> [THE TASK]
Set down exactly the lines from the one containing "Cijotang Mandiri 6</span>" through the last line of the records below, both included, and nothing else.

> [TASK INPUTS]
Start of Block

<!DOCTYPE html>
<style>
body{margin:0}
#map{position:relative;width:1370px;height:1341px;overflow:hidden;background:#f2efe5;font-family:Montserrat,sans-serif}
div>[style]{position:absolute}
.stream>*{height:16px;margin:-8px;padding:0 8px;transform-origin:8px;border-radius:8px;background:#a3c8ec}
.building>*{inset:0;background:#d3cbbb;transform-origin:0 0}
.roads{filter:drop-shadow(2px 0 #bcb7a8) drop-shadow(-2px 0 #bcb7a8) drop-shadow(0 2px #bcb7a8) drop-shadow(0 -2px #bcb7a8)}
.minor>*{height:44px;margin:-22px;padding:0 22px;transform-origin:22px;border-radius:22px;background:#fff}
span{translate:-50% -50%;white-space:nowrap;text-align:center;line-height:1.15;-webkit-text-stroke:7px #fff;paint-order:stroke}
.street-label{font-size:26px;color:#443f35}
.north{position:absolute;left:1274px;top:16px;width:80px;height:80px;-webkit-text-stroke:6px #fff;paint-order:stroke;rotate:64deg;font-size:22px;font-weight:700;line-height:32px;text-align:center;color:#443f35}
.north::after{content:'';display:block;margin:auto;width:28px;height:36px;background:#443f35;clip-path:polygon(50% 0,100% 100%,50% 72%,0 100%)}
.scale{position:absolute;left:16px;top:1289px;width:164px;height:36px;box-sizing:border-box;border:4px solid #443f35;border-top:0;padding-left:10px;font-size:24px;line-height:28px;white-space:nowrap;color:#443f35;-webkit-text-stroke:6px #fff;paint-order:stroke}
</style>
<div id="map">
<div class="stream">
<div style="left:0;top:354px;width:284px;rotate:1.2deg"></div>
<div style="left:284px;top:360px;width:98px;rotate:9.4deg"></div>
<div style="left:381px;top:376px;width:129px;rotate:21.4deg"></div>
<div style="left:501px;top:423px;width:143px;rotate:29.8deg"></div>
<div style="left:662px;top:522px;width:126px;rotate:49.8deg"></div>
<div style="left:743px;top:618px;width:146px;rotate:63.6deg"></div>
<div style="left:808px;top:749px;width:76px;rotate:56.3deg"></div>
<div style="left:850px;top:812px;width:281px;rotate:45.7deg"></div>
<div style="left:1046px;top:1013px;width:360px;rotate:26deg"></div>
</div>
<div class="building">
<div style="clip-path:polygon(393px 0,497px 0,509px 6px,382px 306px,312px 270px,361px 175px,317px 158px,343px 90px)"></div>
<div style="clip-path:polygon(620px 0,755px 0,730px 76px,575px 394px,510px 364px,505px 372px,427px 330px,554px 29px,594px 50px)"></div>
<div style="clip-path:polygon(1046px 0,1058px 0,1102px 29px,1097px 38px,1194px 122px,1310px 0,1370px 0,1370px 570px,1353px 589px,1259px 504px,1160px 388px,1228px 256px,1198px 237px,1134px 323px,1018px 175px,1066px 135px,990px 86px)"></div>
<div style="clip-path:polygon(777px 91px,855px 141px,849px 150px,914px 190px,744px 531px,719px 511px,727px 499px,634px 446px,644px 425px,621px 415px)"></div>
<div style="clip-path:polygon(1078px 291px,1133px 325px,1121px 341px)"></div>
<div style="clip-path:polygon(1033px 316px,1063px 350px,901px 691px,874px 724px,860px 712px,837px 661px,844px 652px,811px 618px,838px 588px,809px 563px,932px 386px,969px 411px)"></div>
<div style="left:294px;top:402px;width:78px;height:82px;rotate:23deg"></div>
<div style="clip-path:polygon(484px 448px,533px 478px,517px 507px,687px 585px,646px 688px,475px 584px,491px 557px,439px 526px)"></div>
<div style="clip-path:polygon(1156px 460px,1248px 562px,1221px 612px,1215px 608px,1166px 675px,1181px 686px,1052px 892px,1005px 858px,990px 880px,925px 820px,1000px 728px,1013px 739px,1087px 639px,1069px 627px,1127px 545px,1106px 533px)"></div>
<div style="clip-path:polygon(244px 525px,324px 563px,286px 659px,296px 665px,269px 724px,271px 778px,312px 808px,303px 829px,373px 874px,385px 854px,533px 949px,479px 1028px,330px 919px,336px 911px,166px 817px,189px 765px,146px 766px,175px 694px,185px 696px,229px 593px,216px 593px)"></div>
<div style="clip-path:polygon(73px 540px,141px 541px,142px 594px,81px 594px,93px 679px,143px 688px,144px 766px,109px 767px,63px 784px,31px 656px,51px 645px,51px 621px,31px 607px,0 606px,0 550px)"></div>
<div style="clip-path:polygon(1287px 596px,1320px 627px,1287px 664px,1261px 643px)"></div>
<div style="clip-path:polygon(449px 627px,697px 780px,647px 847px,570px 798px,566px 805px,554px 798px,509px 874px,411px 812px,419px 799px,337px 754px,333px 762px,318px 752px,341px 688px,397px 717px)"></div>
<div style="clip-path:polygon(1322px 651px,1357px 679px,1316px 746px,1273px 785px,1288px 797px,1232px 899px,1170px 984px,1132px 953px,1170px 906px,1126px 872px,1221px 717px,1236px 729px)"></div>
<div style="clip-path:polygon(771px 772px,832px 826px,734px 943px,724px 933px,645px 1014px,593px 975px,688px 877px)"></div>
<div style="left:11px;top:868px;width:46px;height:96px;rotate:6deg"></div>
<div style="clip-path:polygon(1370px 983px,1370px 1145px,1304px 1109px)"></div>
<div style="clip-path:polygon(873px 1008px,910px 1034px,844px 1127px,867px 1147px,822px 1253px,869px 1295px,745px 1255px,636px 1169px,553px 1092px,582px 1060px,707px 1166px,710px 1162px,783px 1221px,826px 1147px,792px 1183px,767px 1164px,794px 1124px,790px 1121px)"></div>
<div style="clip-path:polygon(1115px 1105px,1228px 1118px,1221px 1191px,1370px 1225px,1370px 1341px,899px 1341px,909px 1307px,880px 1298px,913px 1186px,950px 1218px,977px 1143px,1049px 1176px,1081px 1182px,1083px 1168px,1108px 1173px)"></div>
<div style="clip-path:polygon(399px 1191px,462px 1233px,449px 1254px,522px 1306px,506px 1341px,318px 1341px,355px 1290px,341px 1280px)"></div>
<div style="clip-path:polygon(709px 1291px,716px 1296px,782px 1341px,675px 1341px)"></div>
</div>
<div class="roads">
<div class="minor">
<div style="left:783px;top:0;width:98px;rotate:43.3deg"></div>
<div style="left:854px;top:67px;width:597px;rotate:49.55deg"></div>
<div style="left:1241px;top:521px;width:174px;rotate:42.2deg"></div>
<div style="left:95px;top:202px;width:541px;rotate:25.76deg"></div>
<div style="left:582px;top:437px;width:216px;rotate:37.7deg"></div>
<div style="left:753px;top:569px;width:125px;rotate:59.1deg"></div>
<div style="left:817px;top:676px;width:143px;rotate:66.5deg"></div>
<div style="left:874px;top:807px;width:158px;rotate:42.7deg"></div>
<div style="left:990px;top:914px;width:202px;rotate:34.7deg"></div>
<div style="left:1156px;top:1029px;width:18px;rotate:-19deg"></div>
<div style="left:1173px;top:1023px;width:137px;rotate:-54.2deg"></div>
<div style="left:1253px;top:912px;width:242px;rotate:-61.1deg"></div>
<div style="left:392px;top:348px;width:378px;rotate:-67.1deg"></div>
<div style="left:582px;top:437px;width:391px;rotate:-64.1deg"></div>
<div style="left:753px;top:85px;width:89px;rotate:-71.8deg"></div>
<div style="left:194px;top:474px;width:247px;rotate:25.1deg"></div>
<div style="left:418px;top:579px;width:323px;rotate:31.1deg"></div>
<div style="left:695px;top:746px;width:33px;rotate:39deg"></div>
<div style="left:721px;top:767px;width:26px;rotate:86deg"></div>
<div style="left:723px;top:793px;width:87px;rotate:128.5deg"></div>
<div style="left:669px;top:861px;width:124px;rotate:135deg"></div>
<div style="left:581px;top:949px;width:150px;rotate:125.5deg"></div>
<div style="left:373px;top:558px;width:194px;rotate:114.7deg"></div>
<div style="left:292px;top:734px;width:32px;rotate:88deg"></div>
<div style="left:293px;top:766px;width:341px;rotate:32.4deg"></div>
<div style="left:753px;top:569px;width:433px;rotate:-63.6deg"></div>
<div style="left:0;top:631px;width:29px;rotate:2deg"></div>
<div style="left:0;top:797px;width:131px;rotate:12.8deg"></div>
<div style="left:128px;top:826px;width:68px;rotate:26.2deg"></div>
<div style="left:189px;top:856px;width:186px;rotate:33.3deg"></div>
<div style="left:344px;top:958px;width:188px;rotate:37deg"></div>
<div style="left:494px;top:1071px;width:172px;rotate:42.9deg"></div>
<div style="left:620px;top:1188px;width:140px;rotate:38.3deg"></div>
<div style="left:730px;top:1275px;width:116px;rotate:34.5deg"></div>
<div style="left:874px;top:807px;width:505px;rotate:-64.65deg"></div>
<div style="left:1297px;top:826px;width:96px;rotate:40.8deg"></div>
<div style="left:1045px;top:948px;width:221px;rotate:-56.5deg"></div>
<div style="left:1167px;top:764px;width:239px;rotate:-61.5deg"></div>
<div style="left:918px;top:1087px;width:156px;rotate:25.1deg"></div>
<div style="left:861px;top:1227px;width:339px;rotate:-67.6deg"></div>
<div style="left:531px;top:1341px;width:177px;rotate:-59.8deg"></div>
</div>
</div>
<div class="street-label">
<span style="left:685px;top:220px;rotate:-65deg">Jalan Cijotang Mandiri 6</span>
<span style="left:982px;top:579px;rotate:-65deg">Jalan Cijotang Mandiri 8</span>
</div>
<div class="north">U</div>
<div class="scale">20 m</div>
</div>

End of Block

> [WRITTEN RESPONSE]
<span style="left:685px;top:220px;rotate:-65deg">Jalan Cijotang Mandiri 6</span>
<span style="left:982px;top:579px;rotate:-65deg">Jalan Cijotang Mandiri 8</span>
</div>
<div class="north">U</div>
<div class="scale">20 m</div>
</div>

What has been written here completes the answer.